Ressalvo, ainda, que no julgamento do Recurso Especial Representativo da Controvérsia nº 1.401.560/MT, julgado em 12/02/2014, o Superior Tribunal de Justiça consolidou o entendimento de que é necessária a devolução dos valores recebidos a título de tutela antecipada posteriormente revogada, apesar da natureza alimentar dos benefícios previdenciários e da boa-fé dos segurados.
Portanto, o entendimento jurisprudencial tornou o deferimento de benefício previdenciário em antecipação de tutela ainda mais excepcional, considerando que, mesmo tendo natureza alimentar, o montante pode vir a ser devolvido (QO no RECURSO ESPECIAL Nº 1.734.685 - SP - 2018/0082173-0) em caso de improcedência da demanda. Fato que pode prejudicar ainda mais a situação da parte autora.
Assim, não obstante o caráter alimentar do benefício, conclui-se, em juízo de cognição sumária, que os elementos até então existentes nos autos não denotam a existência de dano ou risco ao resultado do processo, o que desautoriza a concessão do provimento antecipatório requerido.
Ante o exposto, estando ausentes os requisitos legalmente exigidos, INDEFIRO, por ora, a medida antecipatória requerida.
Intime-se.
3. O objetivo do Novo Código de Processo Civil é de exigir a obrigatoriedade de designação prévia de audiência de conciliação, contudo, em exame da matéria objeto dos presentes autos, tal regra ainda deve observar tratamento peculiar, a fim de se evitar diligências inúteis em prejuízo aos princípios da celeridade e duração razoável do processo, eis que a transação pelo ente público, nessa hipótese, não vem sendo admitida pelos representantes legais até o presente momento1.
4. Cite-se na forma legal, com contagem de prazo na forma do art. 335, inciso III, do CPC, devendo o INSS, juntamente com a peça de defesa, especificar as provas que eventualmente pretenda produzir, justificando a sua pertinência.
Fica ressalvado às partes, caso queiram, a possibilidade de conciliação, a qualquer tempo, durante o curso do processo.
5. Após, intime-se a parte autora para réplica, devendo, inclusive:
a) enfrentar especificamente as matérias preliminares e impugnações da contestação.

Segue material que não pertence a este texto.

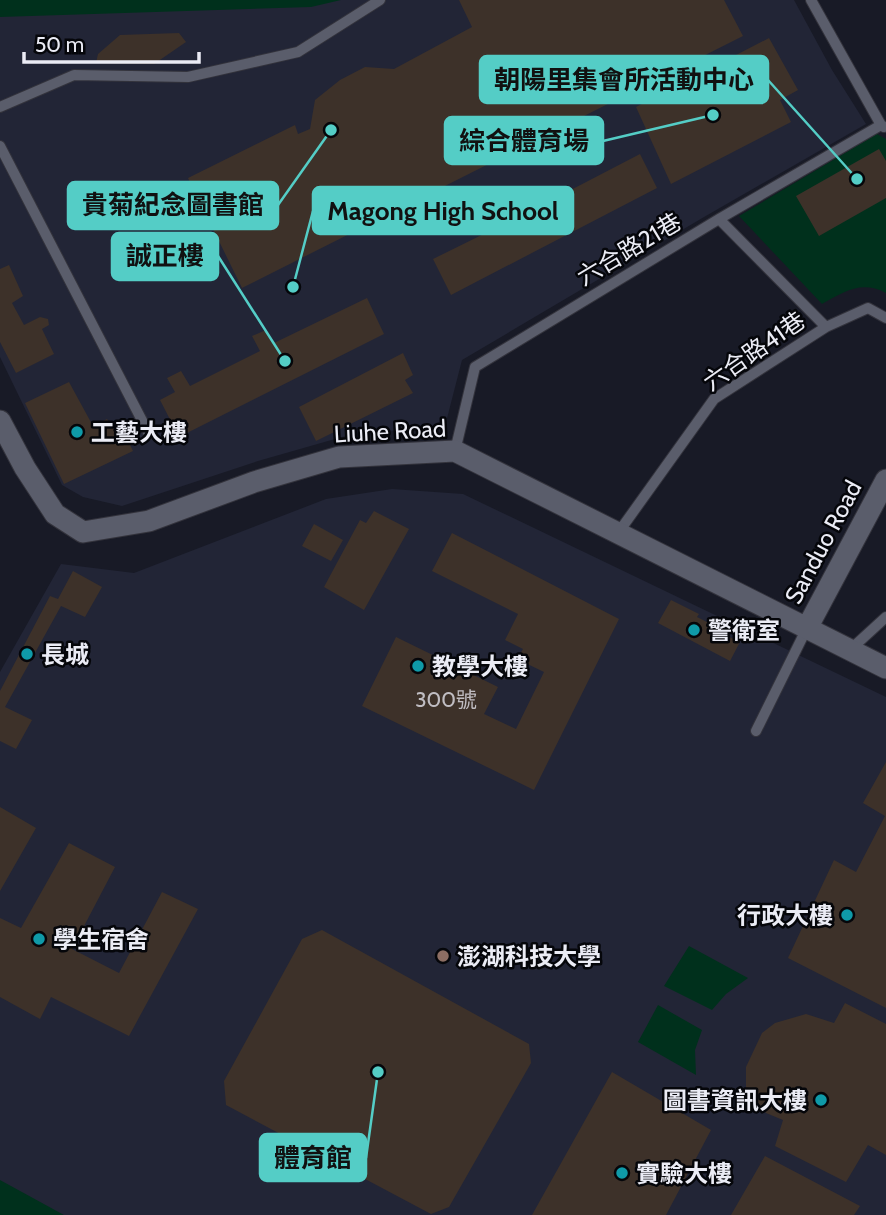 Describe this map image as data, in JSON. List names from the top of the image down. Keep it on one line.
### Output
{"streets":{"street":["Liuhe Road","Sanduo Road"],"lane":["六合路21巷","六合路41巷"]},"crossings":[["六合路21巷","Liuhe Road"],["六合路41巷","Liuhe Road"],["Liuhe Road","Sanduo Road"]],"places":["綜合體育場","貴菊紀念圖書館","朝陽里集會所活動中心","Magong High School","誠正樓","工藝大樓","警衛室","長城","教學大樓","行政大樓","學生宿舍","澎湖科技大學","體育館","圖書資訊大樓","實驗大樓"],"house_numbers":["300號"],"scale_bar":"50 m"}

No caso de impugnação à gratuidade, deverá comprovar documentadamente a posição de vulnerabilidade, consubstanciada pela impossibilidade de arcar com as despesas processuais, sem comprometer sustento pessoal ou da família.
b) informar se pretende produzir novas provas a fim de confirmar o alegado na exordial, devendo justificar a sua necessidade, especificando-as fundamentadamente, em especial, em caso de prova pericial.
Prazo de 15 (quinze) dias.
Por fim, voltem os autos conclusos.
1. Conforme contido no Ofício nº 0022/2016/SEGAB/PFES/PGF/AGU, de 16/03/16, arquivado em Secretaria e à disposição das partes; Portaria AGU n. 990 de 16/07/2009, na Portaria AGU 109 de 30/01/2007, e na Portaria AGU 915 de 16/09/2009.